Baker and Fogg might have fond memories of the game show, but both of them admit that it was a much more difficult experience than returning for the movie. In their heyday they would film about four episodes a day — although the first one took them 18 hours to get right.
“It became a machine eventually, so we’d crank those babies out,” Fogg explained. “We were on the Universal lot where it was shot in Orlando. They’d bring the crowds in and sit out there, and they would need to be kept happy for about 20 minutes, and then they’d move out and a new audience would come in. And then we’ve got a show ... with stunts and games, there’s questions, and then you’ve got to set up for the run through. This was not a simple show.”

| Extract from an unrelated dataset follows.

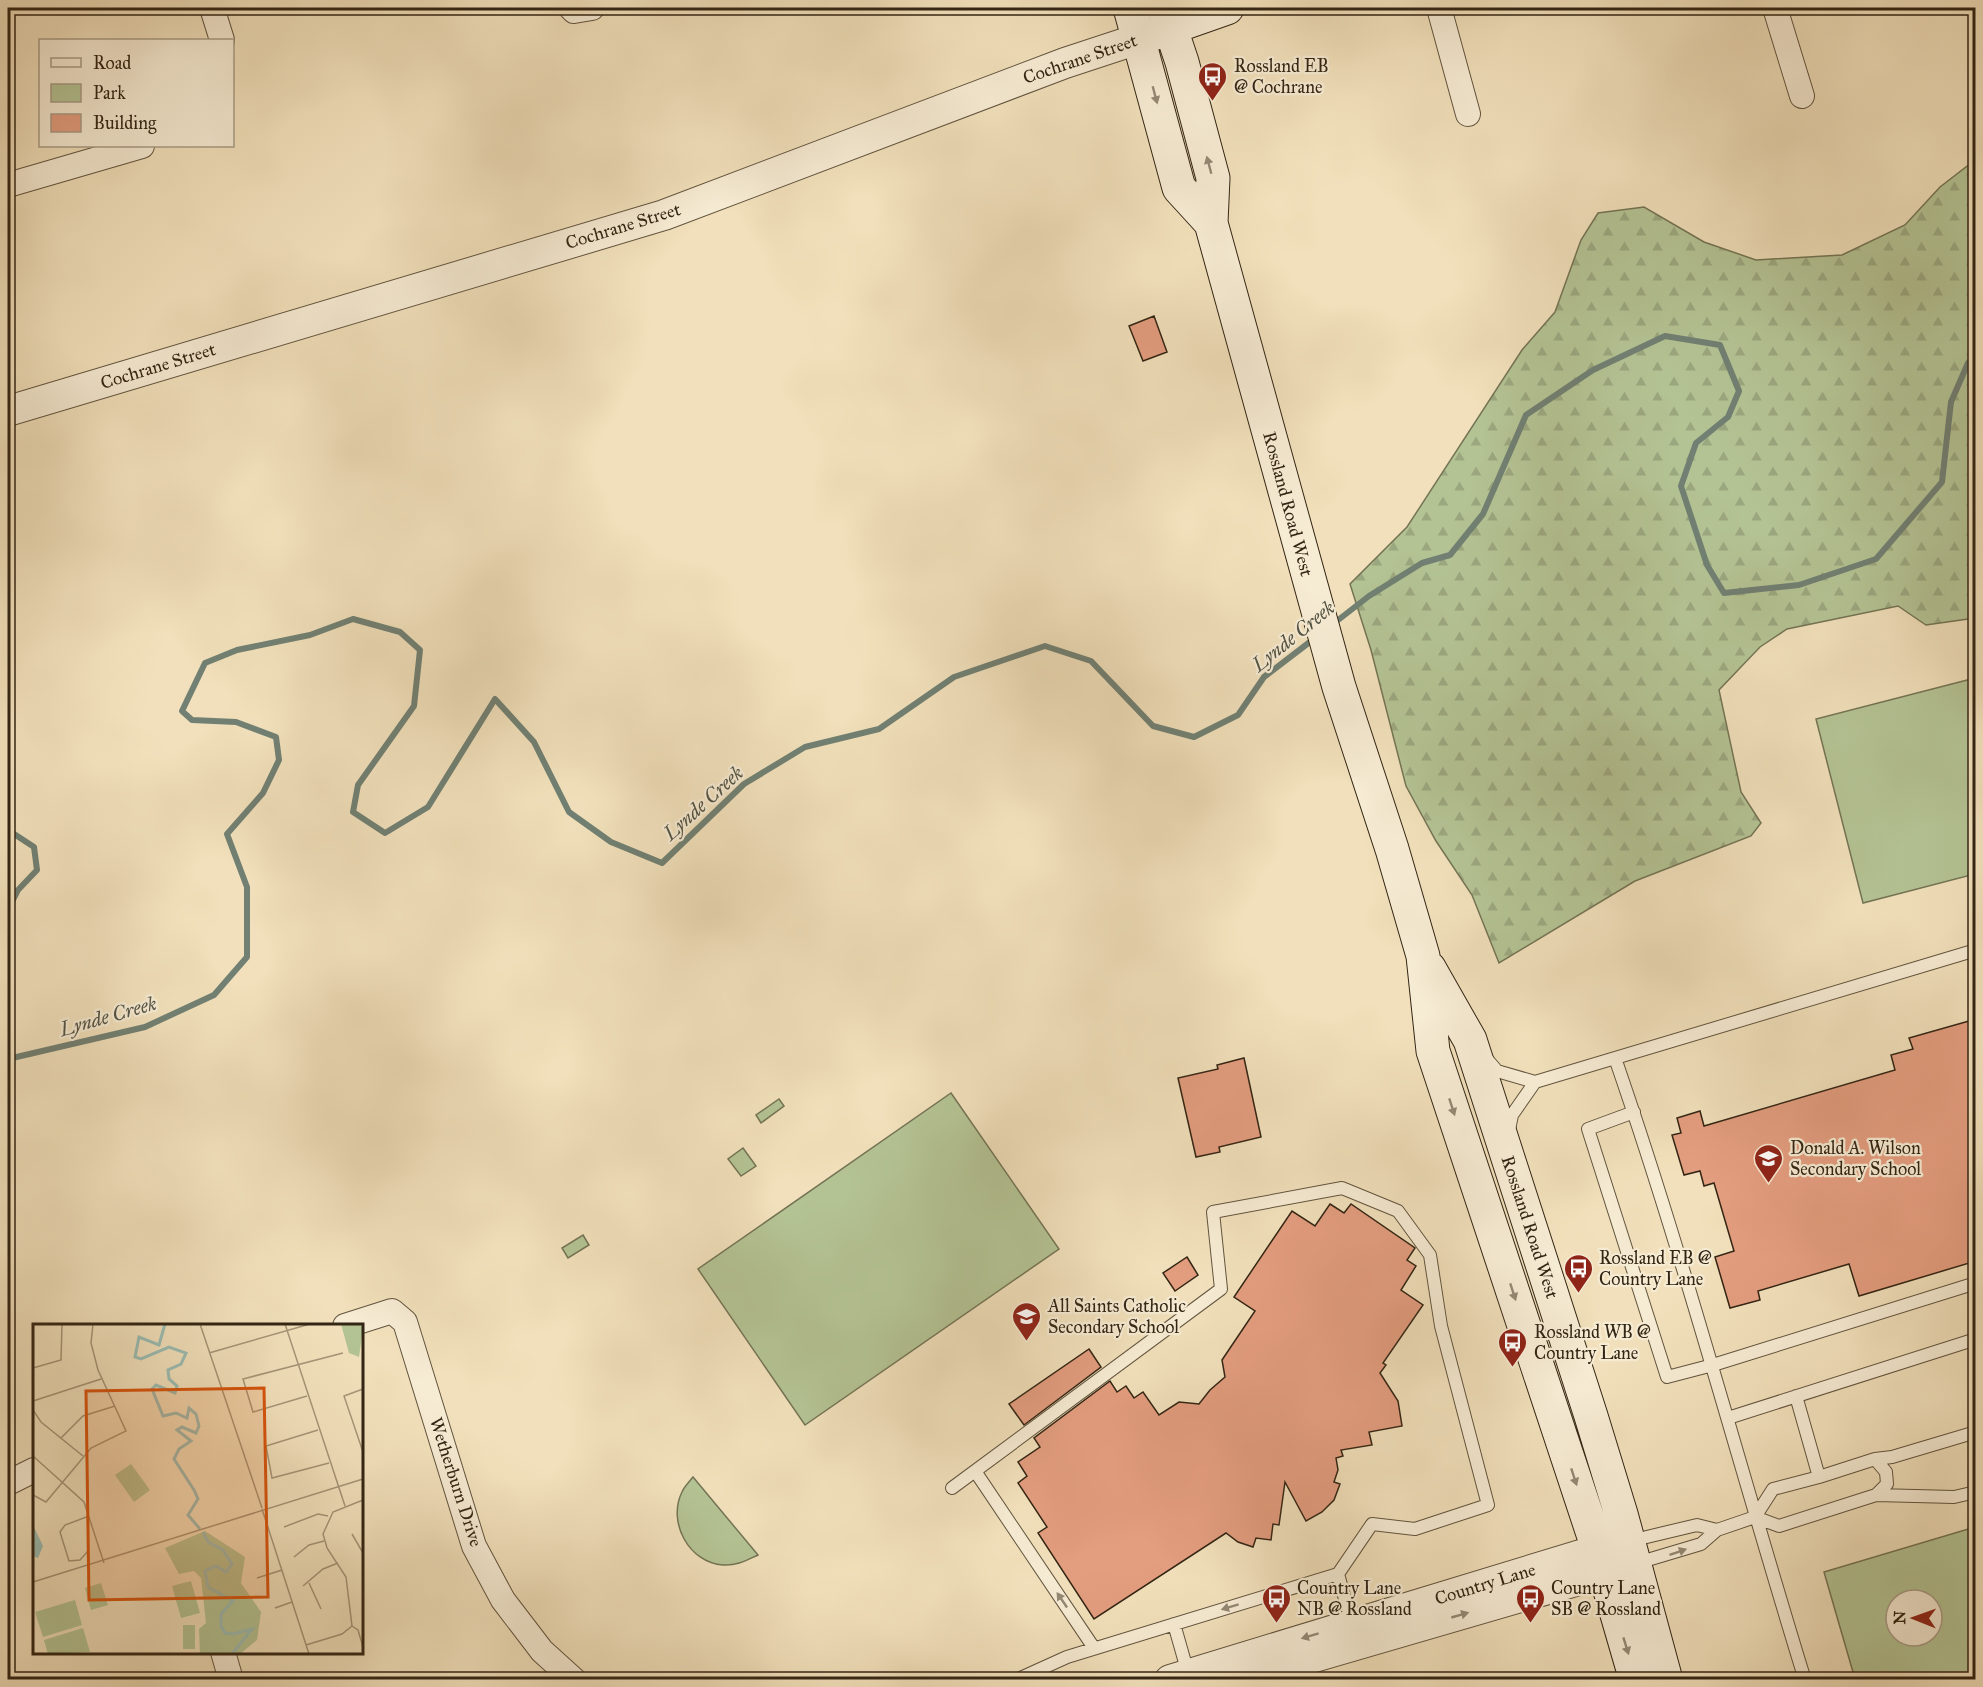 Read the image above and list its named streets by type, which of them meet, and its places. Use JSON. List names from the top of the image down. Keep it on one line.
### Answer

“This was the ‘90s, too, and when I walked in there and saw the set, I was like, 'How are they going to make this thing work?'" added Baker. “They had trouble trying to get it up. I mean, it was like a Disney World ride. It was very theatrical. We’d have to shut it down — the door would close on somebody, and we’d have to reset them and all that kind of stuff. It was so intense.”

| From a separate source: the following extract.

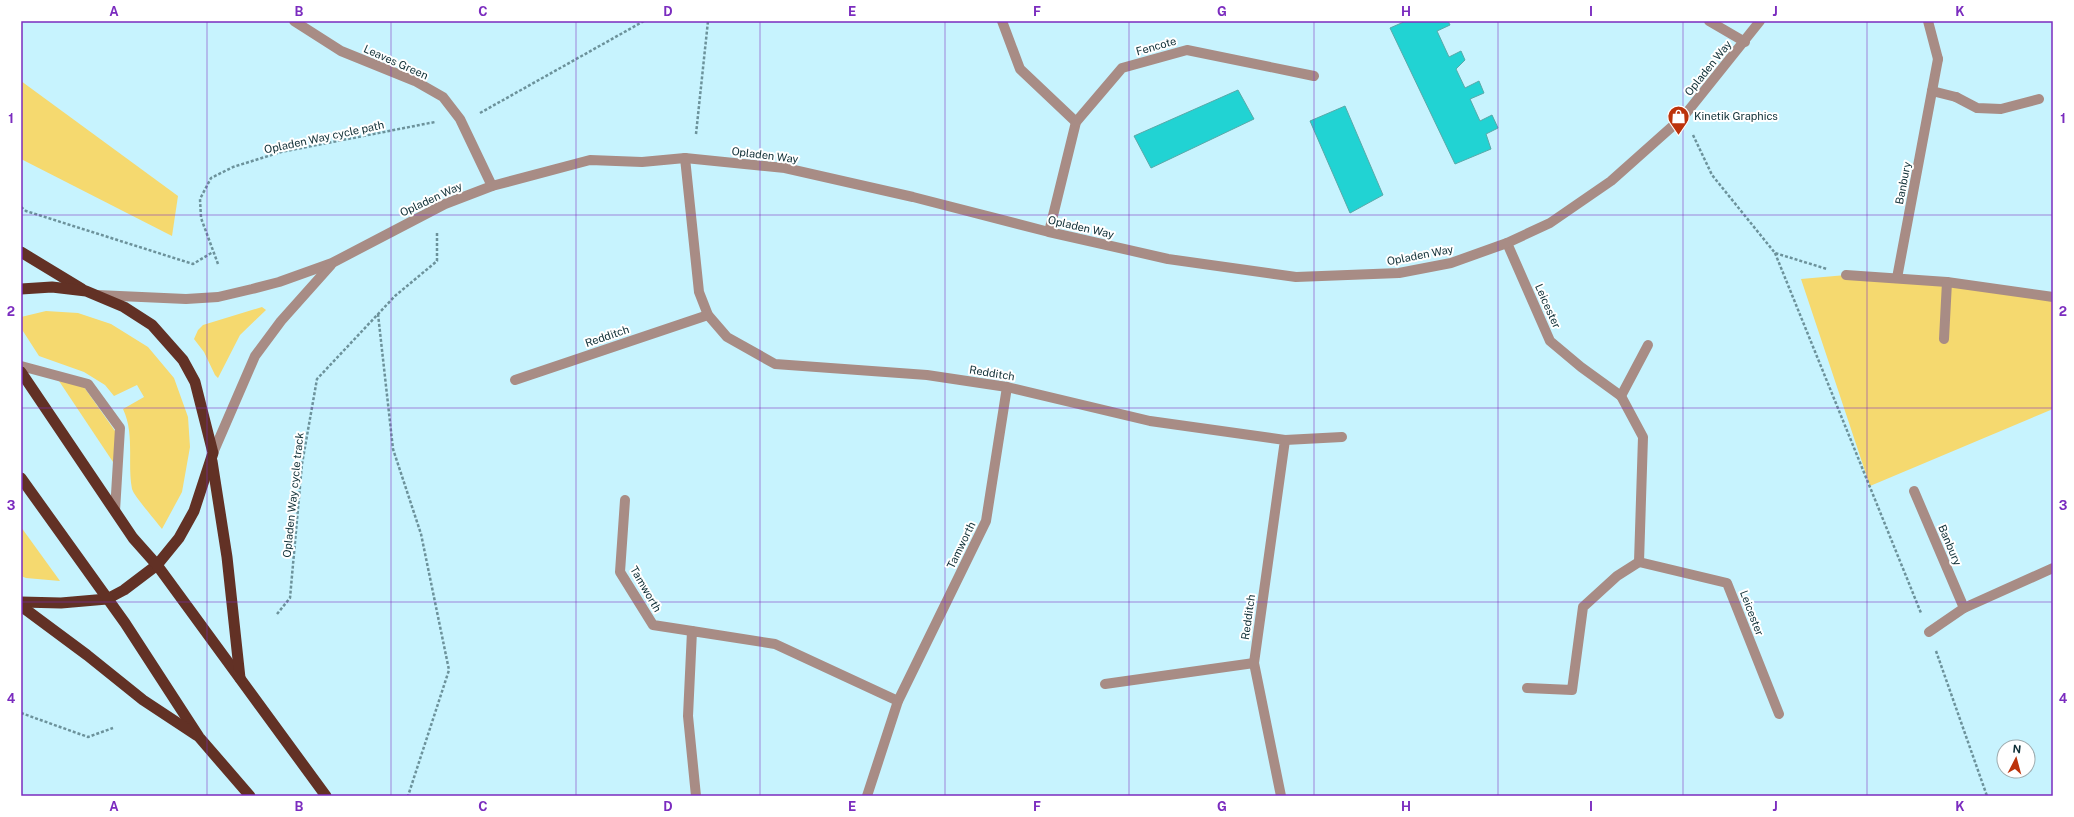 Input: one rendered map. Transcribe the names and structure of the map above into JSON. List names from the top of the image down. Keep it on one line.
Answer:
{"streets":{"street":["Fencote","Leaves Green","Opladen Way","Banbury","Leicester","Redditch","Tamworth"],"path":["Opladen Way cycle path","Opladen Way cycle track"]},"crossings":[["Fencote","Opladen Way"],["Leaves Green","Opladen Way"],["Opladen Way","Leicester"],["Opladen Way","Redditch"],["Opladen Way","Opladen Way cycle track"],["Redditch","Tamworth"]],"places":{"shop":["Kinetik Graphics"]},"north":"top","grid":{"columns":["A","B","C","D","E","F","G","H","I","J","K"],"rows":["1","2","3","4"]}}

“But that's what was unique about it, and what I think people really loved about ['Legends Of The Hidden Temple'] ... it didn’t just look like a gameshow,” Fogg continued. “It looked like a jungle tomb.”
The new set is, of course, even flashier than the old one, but it still maintains the spirit of the original show, complete with Easter eggs carved into the sides that only hardcore fans will spot.
“We saw the sets and it was unbelievable,” Fogg said. “I was saying, ‘Please don’t let this be cheesy, please don’t let this be cheesy, this could be one and done here!’ And I got in there and went, ‘Oh, you guys, you love the show.’”
They weren’t the only ones — Critchley and Jurgensmeyer also became converts after watching episodes of the old series as research, and they gushed about their co-stars to Revelist.
“Watching Kirk do those scenes ... it’s like watching his past,” Critchley said. “He’s going back in time and bringing back so many memories for him, and you could just see it in his eyes.”
Of course, Critchley and Jurgensmeyer didn't have to do too much research about the original show's various physical competitions. Much like with Baker, things were a lot easier on the movie set for the kids since they didn’t have to deal with moats, mazes, and Temple Guards, instead relying on stunt performers for the bigger action set pieces.
But there’s one iconic aspect of the show that hasn’t changed in the slightest: Yes, the Shrine of the Silver Monkey is still a part of the Temple, and still that difficult to assemble.
“We could not put it together,” admitted Critchley. “Every time we would knock it over, so when I watched the game show I just relate to those kids. They could not put it together, and we could not either. There were like one hundred bloopers.”
Nice to know that no matter how often TV shows and movies get rebooted, some things always stay the same.